Henceforth, the Melvins brand (for want of a better word) has not only seen them cycle through line-ups on their albums since, including the likes of Butthole Surfers’ Jeff Pinkus and Mr. Bungle’s Mr Trevor Dunn on bass, but this album also sees them play with first Melvins drummer Mike Dillard. You can hear they’re having a ball on this album: as well as the crude cover of Beach Boys, ‘Negative No No’ is prime rock Melvins from way back before superfan Kurt Cobain played Buckshot Buckaroo; the type of dogpile riff that powers their live sets and they toss out with casual and almost insolent ease. For a band whose charms might not be immediately obvious, ‘Bouncing Rick’ is what we all come here for - part Sabbathian, part Black Flag punk energy and all elbow-swinging riff that will gleefully catch more than a few noses in the next Melvins moshpit. As a companion single, ‘The Great Good Place’s’ more locomotive-propelled riffs recall some sort of Tad-esque pulse, together with lashings of Greg Ginn atonal leads. And if you find a more effective ear-worm waltz than ‘Brian The Horse-Faced Goon’, please feel free to write in, if you can get your now-jiggling arms to stop flailing about..
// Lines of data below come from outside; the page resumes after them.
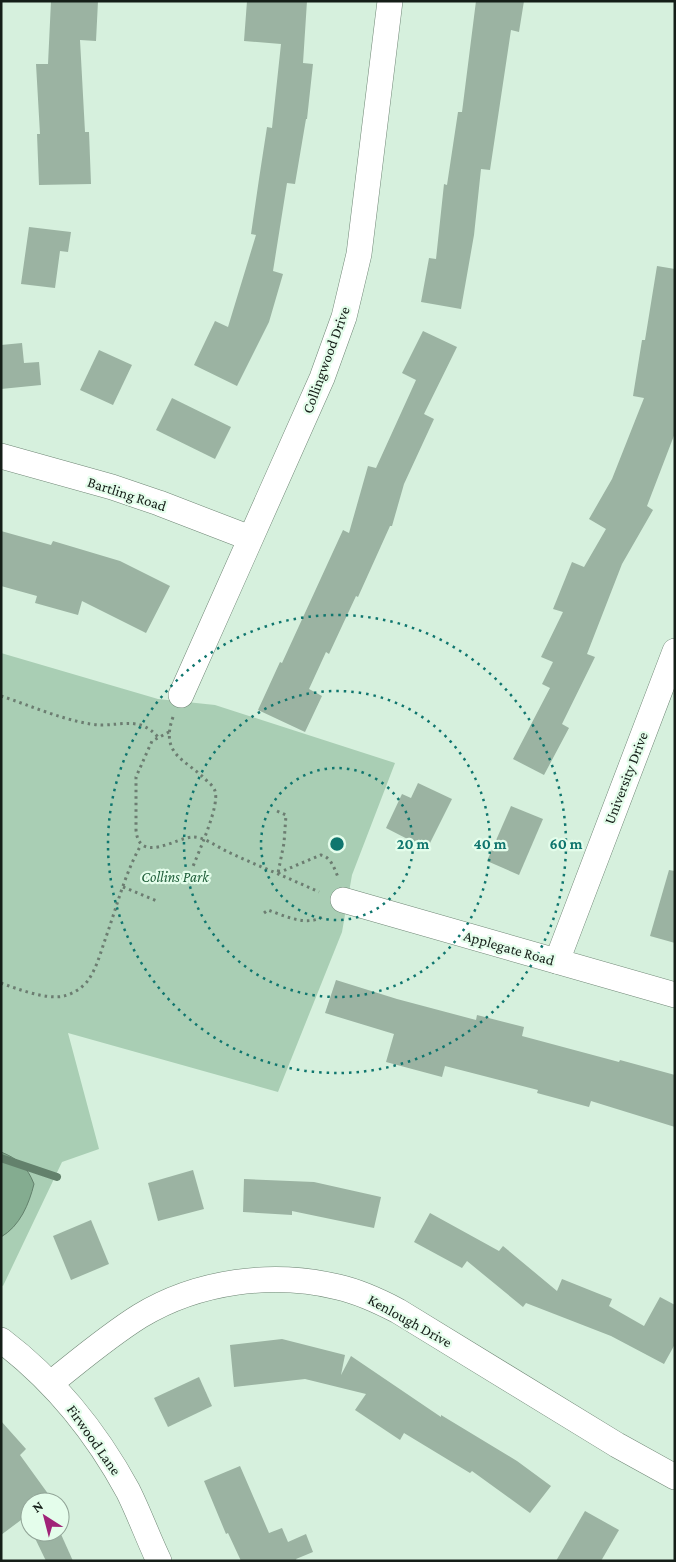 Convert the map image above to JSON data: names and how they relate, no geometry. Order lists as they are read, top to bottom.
{
  "streets": {
    "street": [
      "Collingwood Drive",
      "Bartling Road",
      "University Drive",
      "Applegate Road",
      "Kenlough Drive",
      "Firwood Lane"
    ]
  },
  "crossings": [
    ["Collingwood Drive", "Bartling Road"],
    ["University Drive", "Applegate Road"],
    ["Kenlough Drive", "Firwood Lane"]
  ],
  "parks": ["Collins Park"],
  "north": "top left",
  "rings": ["20 m", "40 m", "60 m"]
} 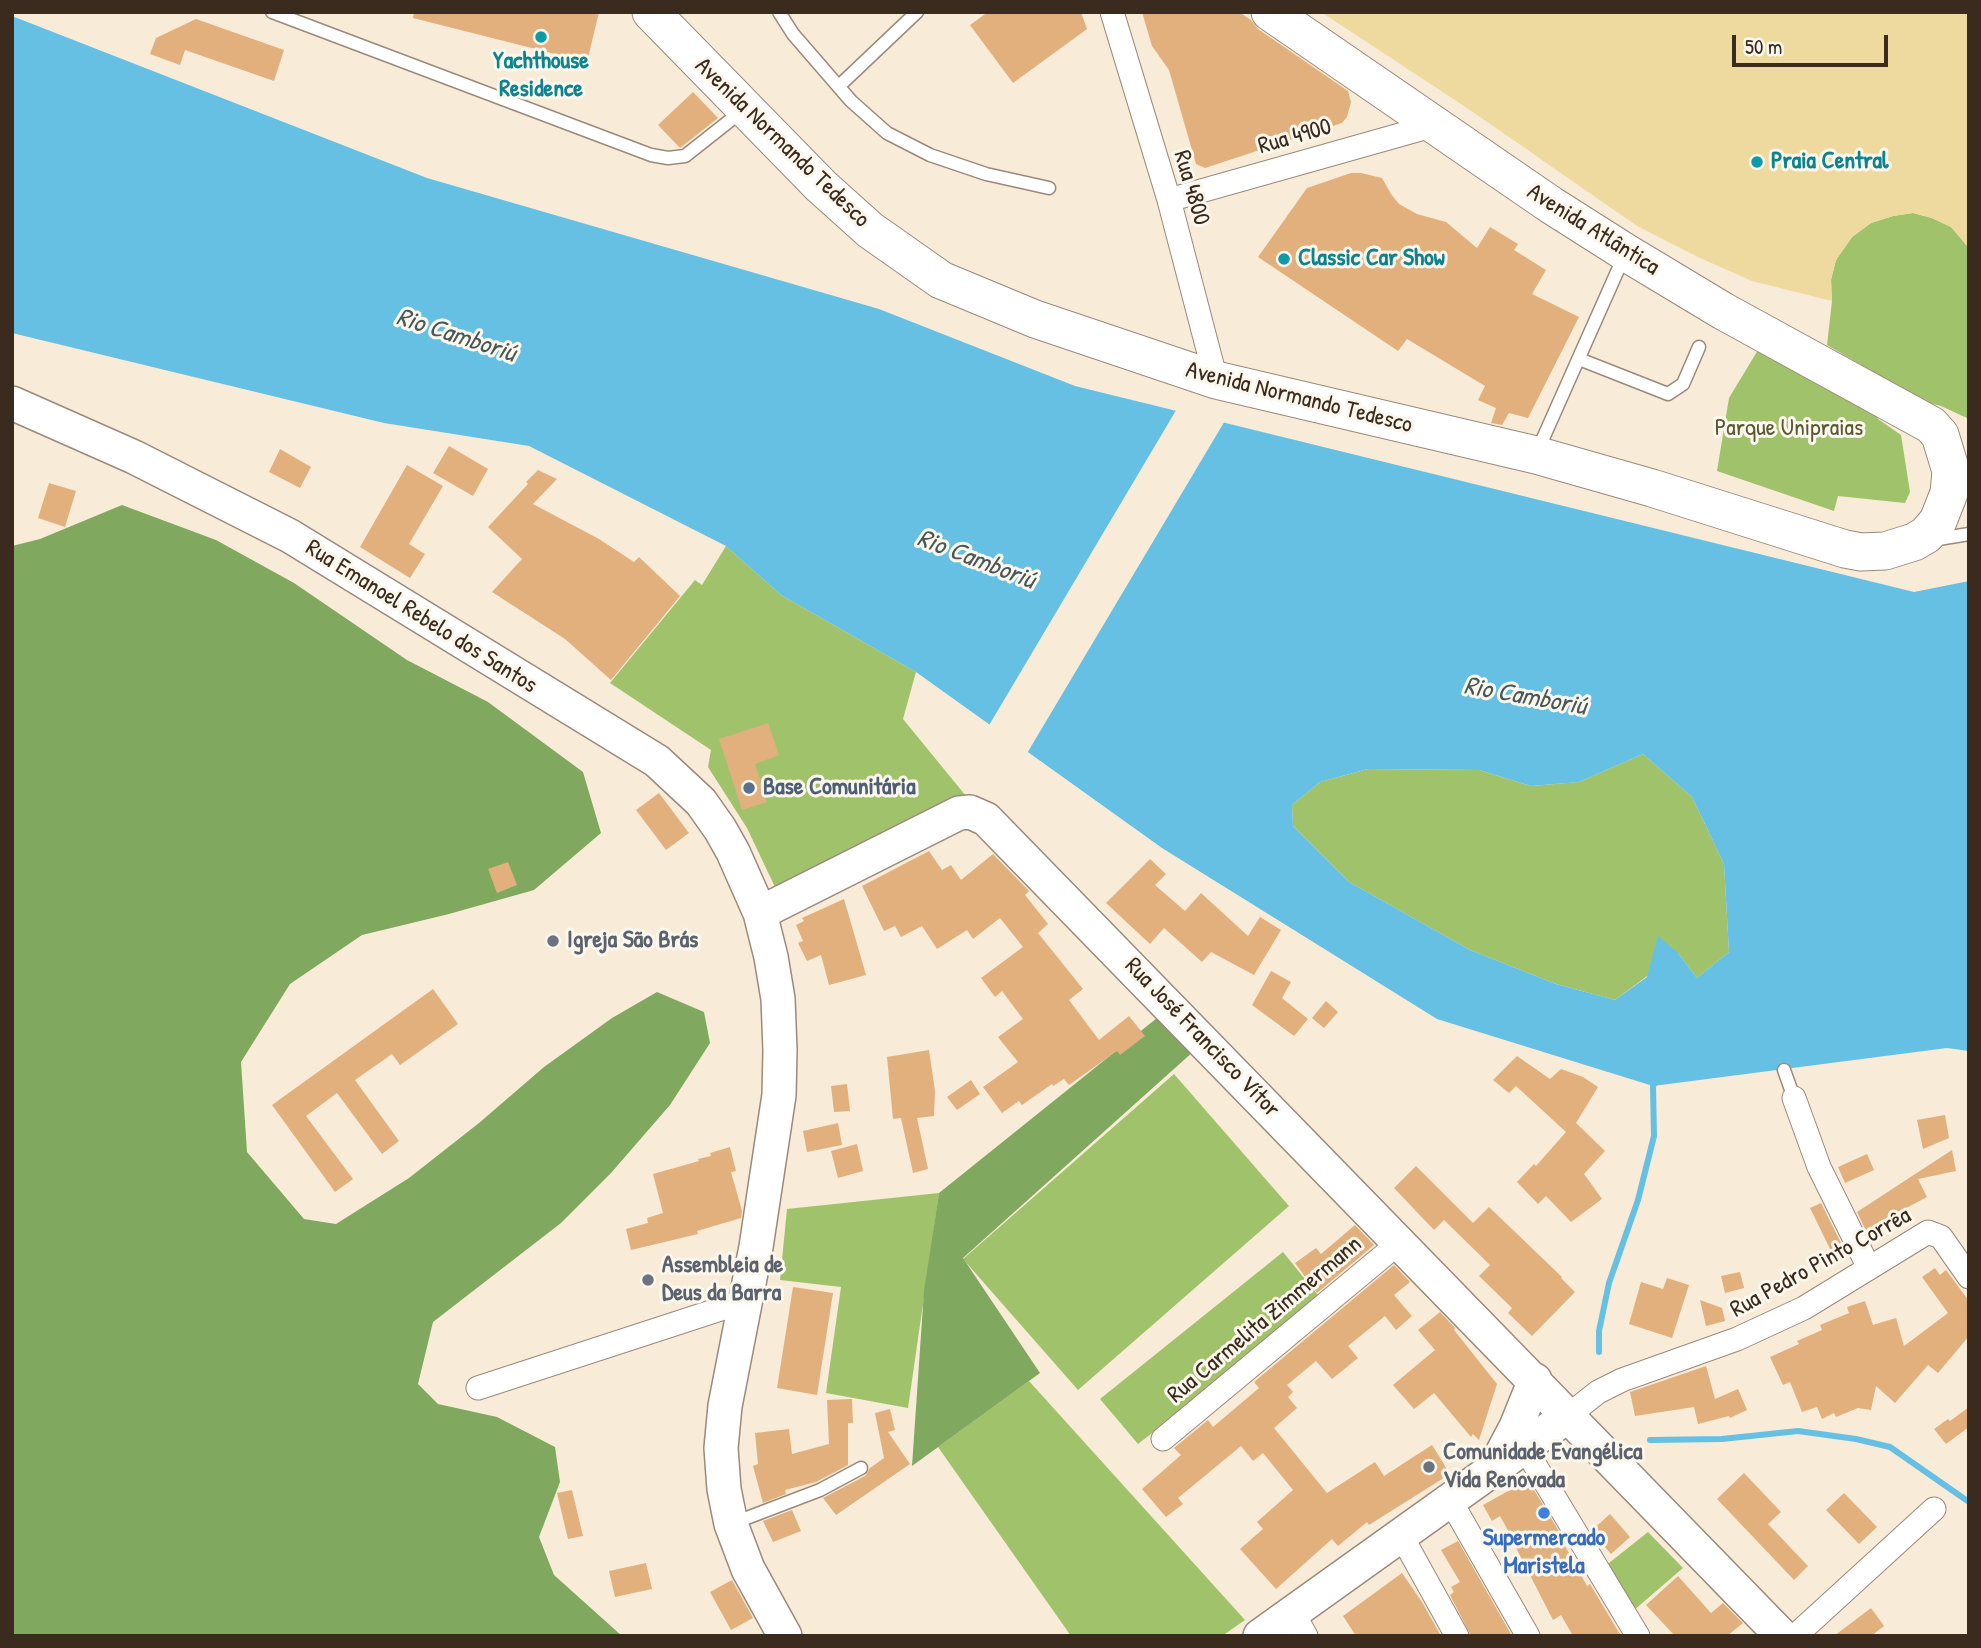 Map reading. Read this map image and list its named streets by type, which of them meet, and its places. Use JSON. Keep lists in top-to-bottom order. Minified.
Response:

It’s not all swinging riffs though, and there are some moments that don’t 100% work: ‘Caddy Daddy’ is a slow-boiling sludge of a track that bubbles with pleasing malevolence, but the same can’t be said about late album ‘Hot Fish’, and ‘Hund’ sounds like a reprise other faster and better songs like ‘Boy Mike’ earlier on in the running order. Having said that, they have already planned for this eventuality with the ‘1 Fuck You’ and ‘Fuck You’ combo (the latter just consisting of the preceding riff and screaming, and have a guess what sentiment pervades the former). And that’s just pure Melvins, continuing to do whatever the fuck they like.